Read Riverkeep Online

Authors: Martin Stewart

Riverkeep (5 page)

“So. This is the keep's role,” he said, “heavin' this bottle of fish slime around forever. I shouldn't even be here. . . .”

He stood, hefted the bottle, and went to lean toward the empty, frosted reservoir.

His feet slipped, the slick wood of the bottom boards taking his balance, sending him flying forward and throwing the whale oil from him—over the side.

“No!” shouted Wull, stretching for it in midair, his hands short of the spinning handle and fingers clawing nothing as
he fell.
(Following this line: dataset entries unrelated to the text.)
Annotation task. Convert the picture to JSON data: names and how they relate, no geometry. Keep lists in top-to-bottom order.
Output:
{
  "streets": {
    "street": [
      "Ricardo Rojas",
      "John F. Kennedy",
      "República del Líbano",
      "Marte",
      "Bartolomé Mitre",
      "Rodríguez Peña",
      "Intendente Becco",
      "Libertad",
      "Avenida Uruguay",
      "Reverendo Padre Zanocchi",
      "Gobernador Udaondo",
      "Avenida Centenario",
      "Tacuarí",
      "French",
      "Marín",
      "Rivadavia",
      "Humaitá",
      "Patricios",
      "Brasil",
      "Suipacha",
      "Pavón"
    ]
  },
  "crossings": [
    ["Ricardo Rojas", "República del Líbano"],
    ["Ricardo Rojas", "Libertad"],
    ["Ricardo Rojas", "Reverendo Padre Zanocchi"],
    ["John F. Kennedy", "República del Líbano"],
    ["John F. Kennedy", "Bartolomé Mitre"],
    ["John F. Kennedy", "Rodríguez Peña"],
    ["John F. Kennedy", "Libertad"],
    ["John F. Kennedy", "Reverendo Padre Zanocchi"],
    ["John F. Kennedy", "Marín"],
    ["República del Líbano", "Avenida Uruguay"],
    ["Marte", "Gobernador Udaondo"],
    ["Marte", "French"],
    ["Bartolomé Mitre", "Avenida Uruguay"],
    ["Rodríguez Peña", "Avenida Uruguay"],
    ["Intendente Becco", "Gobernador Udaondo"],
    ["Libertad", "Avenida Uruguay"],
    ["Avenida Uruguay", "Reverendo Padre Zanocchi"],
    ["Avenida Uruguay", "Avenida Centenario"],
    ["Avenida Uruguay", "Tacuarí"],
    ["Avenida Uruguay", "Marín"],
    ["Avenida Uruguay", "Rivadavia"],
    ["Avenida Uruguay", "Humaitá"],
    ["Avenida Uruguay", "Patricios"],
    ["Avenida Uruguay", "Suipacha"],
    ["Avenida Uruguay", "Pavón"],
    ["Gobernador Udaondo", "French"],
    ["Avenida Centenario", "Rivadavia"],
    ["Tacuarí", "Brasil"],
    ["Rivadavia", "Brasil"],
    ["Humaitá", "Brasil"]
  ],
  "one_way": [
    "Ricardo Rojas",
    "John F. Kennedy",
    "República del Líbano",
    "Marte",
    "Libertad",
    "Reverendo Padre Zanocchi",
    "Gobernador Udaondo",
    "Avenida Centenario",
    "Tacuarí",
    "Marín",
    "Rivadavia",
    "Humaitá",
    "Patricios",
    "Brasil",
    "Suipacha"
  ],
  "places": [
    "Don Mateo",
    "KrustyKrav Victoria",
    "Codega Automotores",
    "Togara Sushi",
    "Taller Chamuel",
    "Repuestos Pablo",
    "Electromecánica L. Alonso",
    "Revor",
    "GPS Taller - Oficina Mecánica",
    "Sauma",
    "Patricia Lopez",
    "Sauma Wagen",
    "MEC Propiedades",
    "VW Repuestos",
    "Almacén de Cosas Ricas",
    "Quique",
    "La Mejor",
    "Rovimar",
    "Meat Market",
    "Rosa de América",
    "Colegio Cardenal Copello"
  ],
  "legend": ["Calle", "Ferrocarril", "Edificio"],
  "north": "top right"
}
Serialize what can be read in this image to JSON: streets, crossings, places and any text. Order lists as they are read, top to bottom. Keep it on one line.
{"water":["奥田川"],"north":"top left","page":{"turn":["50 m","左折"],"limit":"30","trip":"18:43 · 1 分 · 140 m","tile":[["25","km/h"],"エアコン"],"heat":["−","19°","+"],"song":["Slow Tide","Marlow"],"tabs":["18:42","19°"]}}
His chin burst on the gunwale, filling his mouth with numb heat and the thin copper of blood.

Wull's eyes rolled as he fell, crashing onto the floor of the boat.

There was a moment, lying flat and being rocked by the floor of the bäta, when the pain and the cold vanished and the only things that existed were the patient stars glimmering behind the torn cotton of the winter clouds; then the agony returned, the cold flared in his joints, and the sounds of wood knocking against his ears pulled him back into reality.

“Oh gods!” said Wull, spraying blood. He pulled himself upright and leaned out, expecting to see the whale oil slip into the Danék.

The bottle sat on the ice, unbroken, between the lantern and the bank.

“Oh, thank the gods—don't move!” he shouted to the bottle. It rolled a little toward the water. “Don't move!” Wull shouted again, wiping blood from his chin. There was a tug of raised flesh against his glove.

It could wait. He pulled the bäta tight against the lantern and fumbled at the rope with fingers that were now little more than agonized lead stumps. He dropped the rope once, then twice, shooting panicked glances at the bottle. At last he managed a rough bowline and gave it a gentle, experimental tug, hardly daring to pull firmly lest it be unraveled into
a tangled mess. Then he lifted his foot over the gunwale and onto the ice.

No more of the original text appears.